Pharmacological characterization and autoradiographic localization of a putative dopamine D4 receptor in the heart.

1. The pharmacological profile and the anatomical localization of a putative dopamine D4 receptor were assessed in sections of rat and human atria and ventricles using combined radioligand binding and autoradiographic techniques with [3H]-spiperone as a ligand. 2. [3H]-Spiperone was bound specifically to sections of human and rat atria and ventricles. The binding was time-, temperature- and concentration-dependent, belonging to a single class of high-affinity sites. In atria, the dissociation constant value (Kd) was 0.45 nM in rats and 0.32 nM in humans, and the maximum density of binding sites (Bmax) was 31.6+/-2.9 fmol mg(-1) tissue in rats and 18.8+/-0.7 fmol mg(-1) tissue in humans. In ventricles, Kd was 0.38 nM in rats and 0.39 nM in humans, and the Bmax was 43.5+/-3.0 fmol mg(-1) tissue in rats and 56.4+/-3.2 fmol mg(-1) tissue in humans. 3. The pharmacological profile of [3H]-spiperone binding to sections of both rat and human atria and ventricles was consistent with the labelling of dopamine D2-like receptors. [3H]-Spiperone binding was more sensitive to displacement by the neuroleptic clozapine in sections of atria than of ventricles, suggesting the expression of a dopamine D4 receptor in atrial tissue.
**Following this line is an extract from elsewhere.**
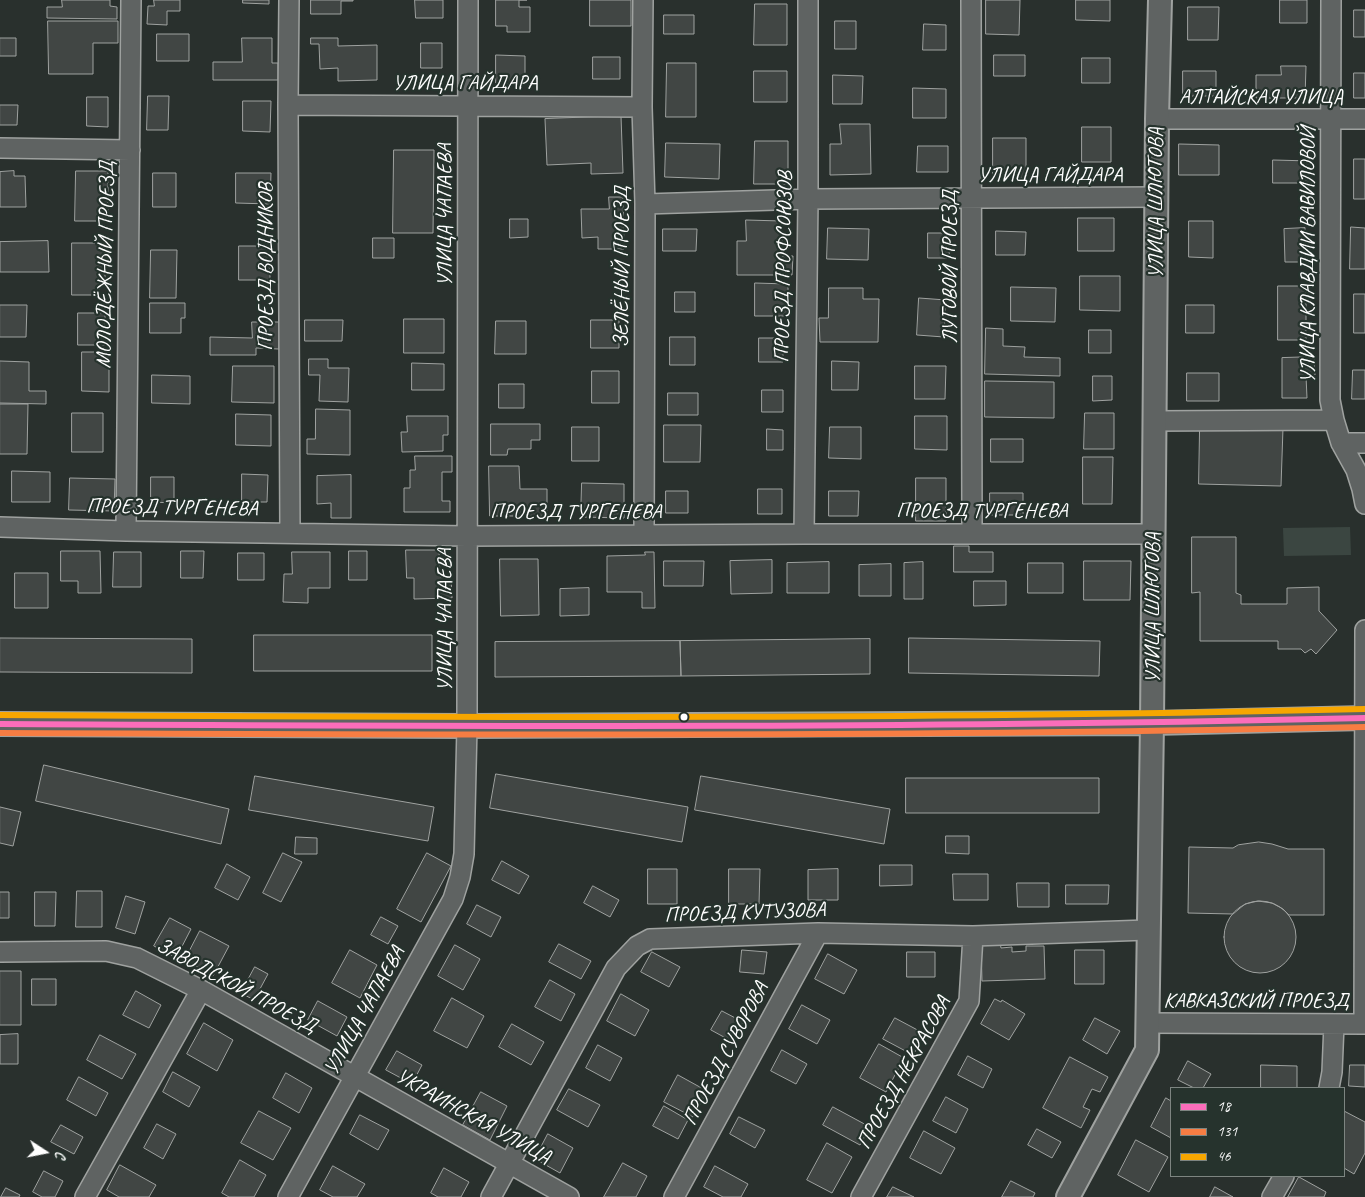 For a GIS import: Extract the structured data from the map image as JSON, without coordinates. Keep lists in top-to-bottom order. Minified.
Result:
{"streets":{"main road":["УЛИЦА ШЛЮТОВА"],"street":["УЛИЦА ГАЙДАРА","АЛТАЙСКАЯ УЛИЦА","УЛИЦА ЧАПАЕВА","УЛИЦА КЛАВДИИ ВАВИЛОВОЙ","МОЛОДЁЖНЫЙ ПРОЕЗД","ПРОЕЗД ВОДНИКОВ","ЗЕЛЁНЫЙ ПРОЕЗД","ПРОЕЗД ПРОФСОЮЗОВ","ЛУГОВОЙ ПРОЕЗД","ПРОЕЗД ТУРГЕНЕВА","ПРОЕЗД КУТУЗОВА","ЗАВОДСКОЙ ПРОЕЗД","КАВКАЗСКИЙ ПРОЕЗД","ПРОЕЗД СУВОРОВА","ПРОЕЗД НЕКРАСОВА","УКРАИНСКАЯ УЛИЦА"]},"crossings":[["УЛИЦА ГАЙДАРА","УЛИЦА ШЛЮТОВА"],["УЛИЦА ГАЙДАРА","УЛИЦА ЧАПАЕВА"],["УЛИЦА ГАЙДАРА","ПРОЕЗД ВОДНИКОВ"],["УЛИЦА ГАЙДАРА","ЗЕЛЁНЫЙ ПРОЕЗД"],["УЛИЦА ГАЙДАРА","ПРОЕЗД ПРОФСОЮЗОВ"],["УЛИЦА ГАЙДАРА","ЛУГОВОЙ ПРОЕЗД"],["АЛТАЙСКАЯ УЛИЦА","УЛИЦА ШЛЮТОВА"],["АЛТАЙСКАЯ УЛИЦА","УЛИЦА КЛАВДИИ ВАВИЛОВОЙ"],["УЛИЦА ШЛЮТОВА","ПРОЕЗД ТУРГЕНЕВА"],["УЛИЦА ШЛЮТОВА","ПРОЕЗД КУТУЗОВА"],["УЛИЦА ШЛЮТОВА","КАВКАЗСКИЙ ПРОЕЗД"],["УЛИЦА ЧАПАЕВА","ПРОЕЗД ТУРГЕНЕВА"],["УЛИЦА ЧАПАЕВА","ЗАВОДСКОЙ ПРОЕЗД"],["УЛИЦА ЧАПАЕВА","УКРАИНСКАЯ УЛИЦА"],["МОЛОДЁЖНЫЙ ПРОЕЗД","ПРОЕЗД ТУРГЕНЕВА"],["ПРОЕЗД ВОДНИКОВ","ПРОЕЗД ТУРГЕНЕВА"],["ЗЕЛЁНЫЙ ПРОЕЗД","ПРОЕЗД ТУРГЕНЕВА"],["ПРОЕЗД ПРОФСОЮЗОВ","ПРОЕЗД ТУРГЕНЕВА"],["ЛУГОВОЙ ПРОЕЗД","ПРОЕЗД ТУРГЕНЕВА"],["ПРОЕЗД КУТУЗОВА","ПРОЕЗД СУВОРОВА"],["ПРОЕЗД КУТУЗОВА","ПРОЕЗД НЕКРАСОВА"],["ПРОЕЗД КУТУЗОВА","УКРАИНСКАЯ УЛИЦА"],["ЗАВОДСКОЙ ПРОЕЗД","УКРАИНСКАЯ УЛИЦА"]],"lines":["transit line 46","transit line 18","transit line 131"],"legend":["18","131","46"],"north":"right"}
Moreover, preincubation of some sections with a dopamine D4 receptor antibody and subsequent exposure to [3H]-spiperone caused a remarkable decrease of radioligand binding to sections of atria, but only a slight reduction of binding to sections of ventricles. 4. Light microscope autoradiography revealed the accumulation of silver grains over atrial tissue within atrial myocardiocytes. A higher density of silver grains was developed in rat than in human atria. In ventricles, silver grains were accumulated primarily in cluster areas both in rats and in humans. 5. The above findings suggest the expression of a dopamine D4 receptor in rat atria, but not in ventricles. A similar site was identified in human atria. The possible relevance of a dopamine D4 receptor in the heart is discussed.